Loss of shoulder alignment. Lumbar and cervical hyperlordosis (excessive curvature, arched back).
This is one of my favorite exercises. On the one hand it creates mobility: whereas in this position a cyclist is always bending, we do the opposite and seek to flex and extend. On the otherhand, it improves the selectivity of bilateral movements at the hip level.
Exercise 3 – Chair
Exercise 3 – Multi band
Two variations: The one with the knee on the floor can be your warm up exercise while the one with the knee off the floor is more challenging for both balance and muscles, even if the main objective is to mobilize.
For both exercises the emphasis is on the leg glutes that slide backwards keeping the pelvis in a neutral position.
Anteversion (inward twisting) of the pelvis when the trunk moves anteriorly (towards the front of the body) or to the side. The movement should only take place at the hip joint.

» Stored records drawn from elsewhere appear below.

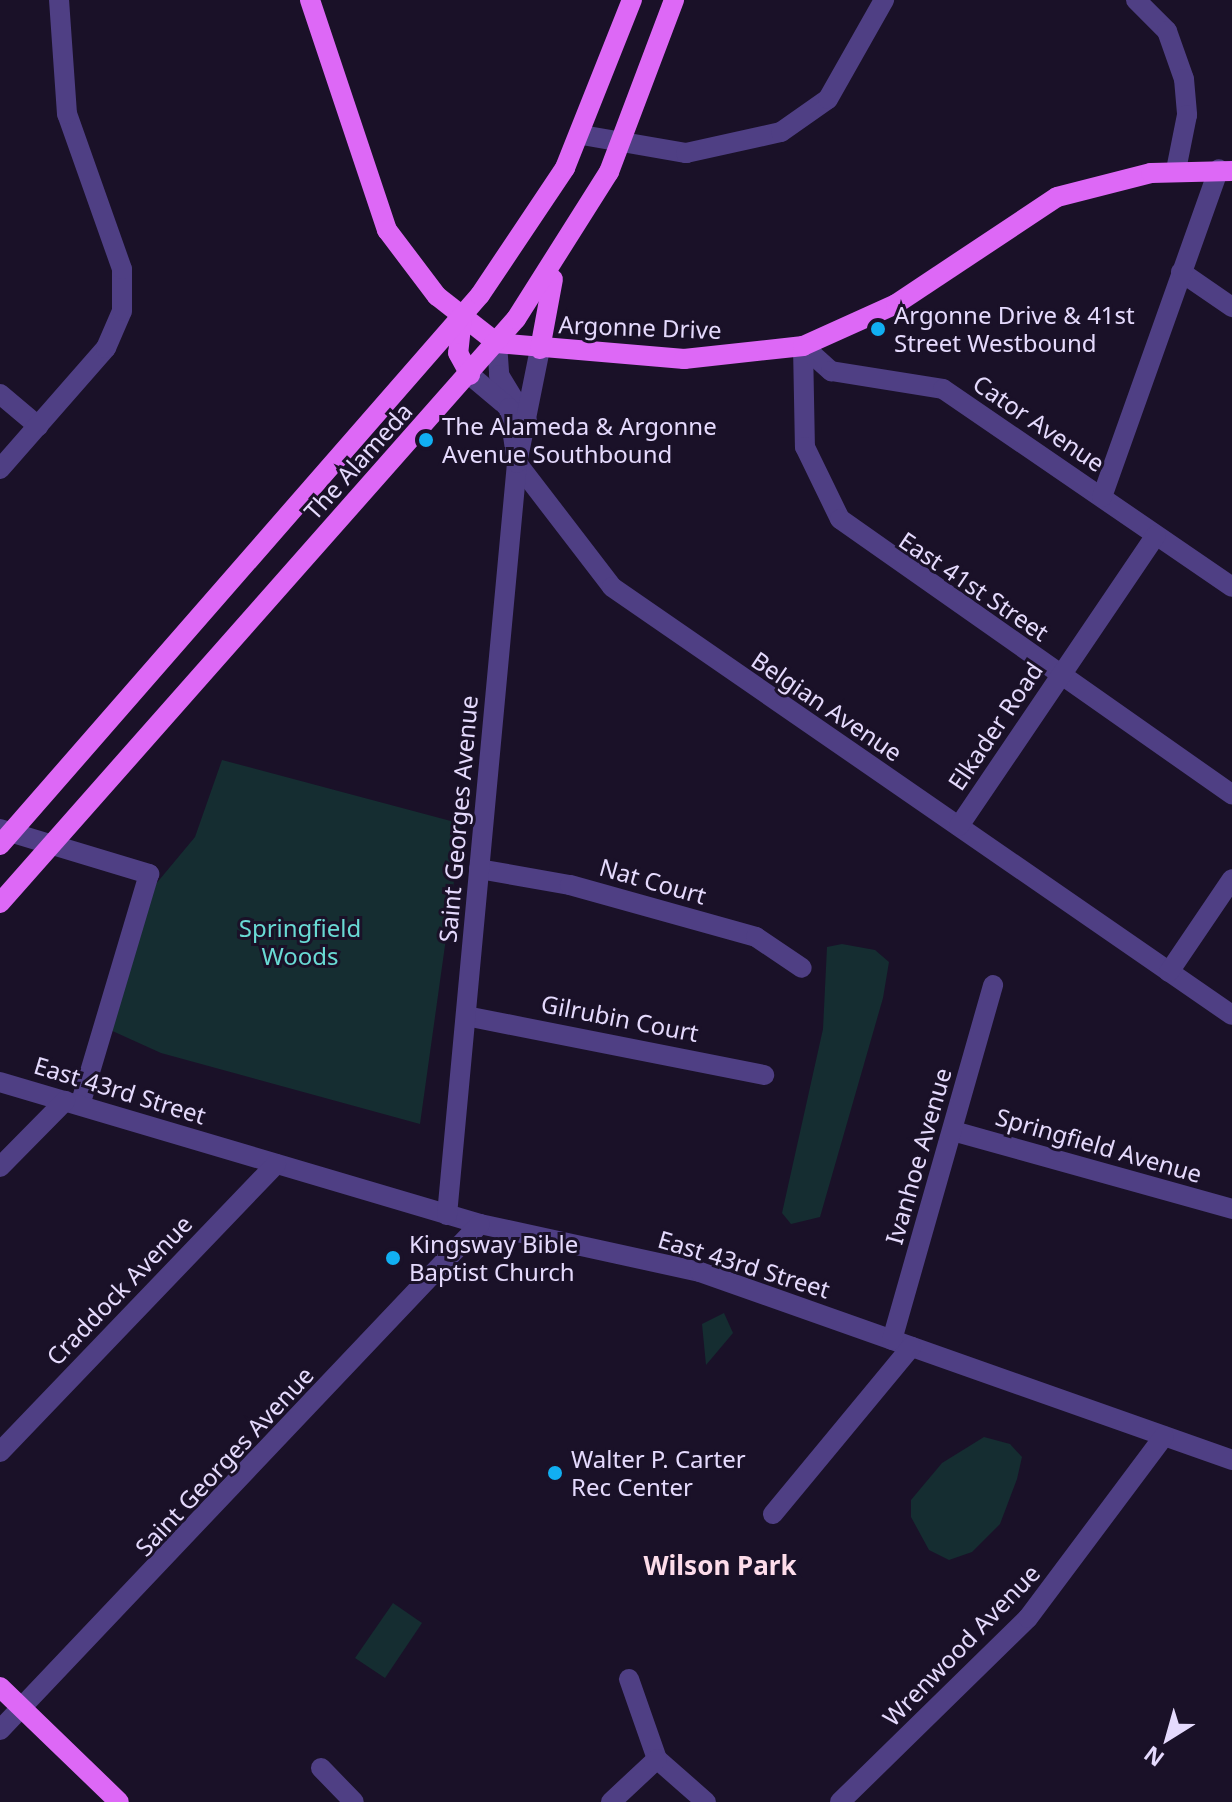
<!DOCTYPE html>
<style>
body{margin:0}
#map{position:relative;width:1232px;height:1802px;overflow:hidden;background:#1a1128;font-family:"Noto Sans",sans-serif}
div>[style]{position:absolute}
.green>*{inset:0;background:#152d31}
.minor>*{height:20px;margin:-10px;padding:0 10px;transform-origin:10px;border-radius:10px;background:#4f3f84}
.major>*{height:20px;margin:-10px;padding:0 10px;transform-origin:10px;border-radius:10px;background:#dd68f6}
.dots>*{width:22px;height:22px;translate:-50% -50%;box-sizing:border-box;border:4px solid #1a1128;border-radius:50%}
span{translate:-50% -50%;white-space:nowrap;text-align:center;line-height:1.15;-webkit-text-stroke:6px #1a1128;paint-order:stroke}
.poi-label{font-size:24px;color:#e5dafd}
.left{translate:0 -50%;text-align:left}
.street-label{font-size:24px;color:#e5dafd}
.park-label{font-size:24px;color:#69dad4}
.neighbourhood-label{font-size:26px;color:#fddcea;font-weight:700}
.north{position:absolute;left:1128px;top:1698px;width:80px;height:80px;-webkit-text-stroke:6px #1a1128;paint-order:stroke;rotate:217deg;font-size:22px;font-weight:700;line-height:32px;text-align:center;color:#e5dafd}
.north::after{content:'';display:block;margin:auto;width:28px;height:36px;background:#e5dafd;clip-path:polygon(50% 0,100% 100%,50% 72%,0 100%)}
</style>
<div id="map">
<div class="green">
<div style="clip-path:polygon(222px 760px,462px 824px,420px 1124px,161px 1053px,108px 1029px,155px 885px,195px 837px)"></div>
<div style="clip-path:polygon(842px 944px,875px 950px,889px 962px,883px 998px,820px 1217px,791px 1224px,782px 1213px,823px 1029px,827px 947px)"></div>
<div style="clip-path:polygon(724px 1313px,733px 1333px,706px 1365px,702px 1324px)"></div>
<div style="clip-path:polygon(984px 1437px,1010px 1444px,1022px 1457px,1017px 1479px,1000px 1524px,972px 1552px,949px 1560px,929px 1550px,911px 1517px,911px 1500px,942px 1463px)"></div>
<div style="clip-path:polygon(393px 1603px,422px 1623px,385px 1678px,355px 1658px)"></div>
</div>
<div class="minor">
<div style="left:1136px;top:0;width:44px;rotate:45deg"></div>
<div style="left:1167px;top:31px;width:51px;rotate:70.5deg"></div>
<div style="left:1184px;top:79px;width:36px;rotate:85deg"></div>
<div style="left:1187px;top:115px;width:56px;rotate:101.3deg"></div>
<div style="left:582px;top:135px;width:106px;rotate:9.8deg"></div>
<div style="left:686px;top:153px;width:97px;rotate:-12.5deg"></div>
<div style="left:781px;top:132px;width:57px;rotate:-35.1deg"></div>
<div style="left:828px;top:99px;width:114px;rotate:-60.5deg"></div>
<div style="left:1181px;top:272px;width:62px;rotate:34.5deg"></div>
<div style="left:497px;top:343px;width:32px;rotate:86deg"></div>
<div style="left:499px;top:375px;width:54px;rotate:58.7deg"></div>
<div style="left:803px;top:346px;width:101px;rotate:88.9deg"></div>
<div style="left:805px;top:447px;width:80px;rotate:64.1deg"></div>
<div style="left:840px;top:519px;width:479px;rotate:35.1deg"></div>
<div style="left:803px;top:346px;width:38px;rotate:42deg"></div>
<div style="left:831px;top:371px;width:113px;rotate:9.1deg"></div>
<div style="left:943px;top:389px;width:350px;rotate:34.4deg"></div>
<div style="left:470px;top:375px;width:51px;rotate:40.2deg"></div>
<div style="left:509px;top:408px;width:56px;rotate:81.7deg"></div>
<div style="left:517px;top:463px;width:156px;rotate:52.5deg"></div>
<div style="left:612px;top:587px;width:753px;rotate:34.62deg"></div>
<div style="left:0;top:394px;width:50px;rotate:40.1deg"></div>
<div style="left:0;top:469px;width:161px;rotate:-48.8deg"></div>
<div style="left:106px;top:348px;width:40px;rotate:-66.6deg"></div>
<div style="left:122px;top:311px;width:42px;rotate:-90deg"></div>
<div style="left:122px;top:269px;width:164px;rotate:-109.5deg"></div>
<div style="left:67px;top:114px;width:114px;rotate:-94deg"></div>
<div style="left:1102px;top:497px;width:348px;rotate:-70.4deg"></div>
<div style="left:959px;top:826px;width:351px;rotate:-55.9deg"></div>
<div style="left:0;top:829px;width:156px;rotate:16.8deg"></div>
<div style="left:149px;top:874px;width:241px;rotate:106.6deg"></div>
<div style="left:479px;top:869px;width:92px;rotate:10deg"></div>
<div style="left:570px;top:885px;width:193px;rotate:15.6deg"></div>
<div style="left:756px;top:937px;width:55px;rotate:34deg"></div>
<div style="left:1169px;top:972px;width:112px;rotate:-55.9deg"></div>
<div style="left:466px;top:1016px;width:304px;rotate:11.2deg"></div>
<div style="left:0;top:1082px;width:501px;rotate:16.48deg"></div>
<div style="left:480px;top:1224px;width:225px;rotate:12.3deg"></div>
<div style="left:700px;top:1272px;width:564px;rotate:19.46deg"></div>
<div style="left:953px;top:1131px;width:290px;rotate:15.6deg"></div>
<div style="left:0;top:1167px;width:93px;rotate:-45.4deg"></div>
<div style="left:447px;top:1215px;width:755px;rotate:-84.68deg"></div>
<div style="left:517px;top:463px;width:116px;rotate:-78.6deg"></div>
<div style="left:892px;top:1340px;width:369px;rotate:-74.1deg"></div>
<div style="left:0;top:1452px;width:399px;rotate:-46.2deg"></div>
<div style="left:773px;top:1514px;width:217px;rotate:-50.4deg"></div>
<div style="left:629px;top:1679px;width:85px;rotate:70.7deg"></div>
<div style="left:657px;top:1759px;width:65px;rotate:41.3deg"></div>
<div style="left:0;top:1730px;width:697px;rotate:-46.51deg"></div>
<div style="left:321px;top:1768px;width:47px;rotate:45.9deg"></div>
<div style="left:611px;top:1802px;width:63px;rotate:-43.1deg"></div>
<div style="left:840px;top:1802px;width:263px;rotate:-44.4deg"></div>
<div style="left:1028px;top:1618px;width:227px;rotate:-53.2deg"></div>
</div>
<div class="major">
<div style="left:310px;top:0;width:243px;rotate:71.5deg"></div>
<div style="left:387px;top:230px;width:83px;rotate:52.9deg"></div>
<div style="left:437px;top:296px;width:76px;rotate:38.1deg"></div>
<div style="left:497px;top:343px;width:188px;rotate:4.9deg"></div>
<div style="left:684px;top:359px;width:120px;rotate:-6.2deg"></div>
<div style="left:803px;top:346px;width:102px;rotate:-24.3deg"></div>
<div style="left:896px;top:304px;width:193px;rotate:-33.6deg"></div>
<div style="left:1057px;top:197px;width:97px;rotate:-14.3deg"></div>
<div style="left:1151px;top:173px;width:81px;rotate:-1.4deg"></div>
<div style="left:462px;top:317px;width:36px;rotate:96deg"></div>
<div style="left:458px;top:353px;width:25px;rotate:61deg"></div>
<div style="left:540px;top:349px;width:71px;rotate:-79.5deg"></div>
<div style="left:0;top:845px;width:730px;rotate:-48.89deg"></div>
<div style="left:480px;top:295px;width:153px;rotate:-56.2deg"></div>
<div style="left:565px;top:168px;width:181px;rotate:-68.3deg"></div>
<div style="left:0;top:903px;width:779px;rotate:-48.54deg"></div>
<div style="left:516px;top:319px;width:174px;rotate:-57.7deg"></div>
<div style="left:609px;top:172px;width:184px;rotate:-69.3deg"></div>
<div style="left:0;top:1687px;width:165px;rotate:44deg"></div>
</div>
<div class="dots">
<div style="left:878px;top:329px;background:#11aff2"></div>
<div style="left:426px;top:440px;background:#11aff2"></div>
<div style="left:393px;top:1258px;background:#11aff2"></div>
<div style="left:555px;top:1473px;background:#11aff2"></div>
</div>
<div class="poi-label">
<span class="left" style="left:894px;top:329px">Argonne Drive &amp; 41st<br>Street Westbound</span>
<span class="left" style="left:442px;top:440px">The Alameda &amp; Argonne<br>Avenue Southbound</span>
<span class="left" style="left:409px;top:1258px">Kingsway Bible<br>Baptist Church</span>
<span class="left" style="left:571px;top:1473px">Walter P. Carter<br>Rec Center</span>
</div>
<div class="street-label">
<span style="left:640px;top:327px;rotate:2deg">Argonne Drive</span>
<span style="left:1039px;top:423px;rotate:34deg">Cator Avenue</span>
<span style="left:358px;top:461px;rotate:-48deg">The Alameda</span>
<span style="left:974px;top:586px;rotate:34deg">East 41st Street</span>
<span style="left:827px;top:706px;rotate:34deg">Belgian Avenue</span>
<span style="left:995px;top:726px;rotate:-56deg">Elkader Road</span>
<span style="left:458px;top:819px;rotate:-85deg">Saint Georges Avenue</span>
<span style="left:653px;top:881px;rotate:16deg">Nat Court</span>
<span style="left:620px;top:1018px;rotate:11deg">Gilrubin Court</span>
<span style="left:120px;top:1090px;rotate:17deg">East 43rd Street</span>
<span style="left:1099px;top:1145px;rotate:16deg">Springfield Avenue</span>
<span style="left:918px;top:1156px;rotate:-74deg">Ivanhoe Avenue</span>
<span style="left:744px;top:1264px;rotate:17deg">East 43rd Street</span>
<span style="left:119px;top:1290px;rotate:-46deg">Craddock Avenue</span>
<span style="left:224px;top:1461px;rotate:-47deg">Saint Georges Avenue</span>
<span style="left:961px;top:1645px;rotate:-46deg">Wrenwood Avenue</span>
</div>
<div class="park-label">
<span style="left:300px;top:942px">Springfield<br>Woods</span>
</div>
<div class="neighbourhood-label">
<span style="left:720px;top:1566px">Wilson Park</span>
</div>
<div class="north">N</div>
</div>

Here our focus is on spine extension activated by a massive recruitment of gluteus and oblique muscles and control of the shoulder blade. During the execution, it is important to have the legs abducted with extra rotation in order to allow free pelvis retroversion (tilt) . The image shows the pads you can place on the side of the pubic joint to help with this exercise.
Exercise 4 – Chair
Exercise 4 – Multi band
The first exercise can be used as a warm up for the second, more challenging exercise or it can be done on it‘s own as a single exercise.
Loss of oblique muscle support and excessive lumbar lordosis (curvature or arching). Excessive neck extension.
A knee extension exercise done in a position that we usually never assume but that increases overall control. It is imperative that the trunk remains stable.
Exercise 5 – Reformer
Exercise 5 – Multi band
It‘s important for this alternative to have the foot moving on a slippery surface that has no resistance – a small skateboard is a perfect helper!
Compensate for the movement by using the trunk. Incomplete extension of the knee. Lowering of the pelvis.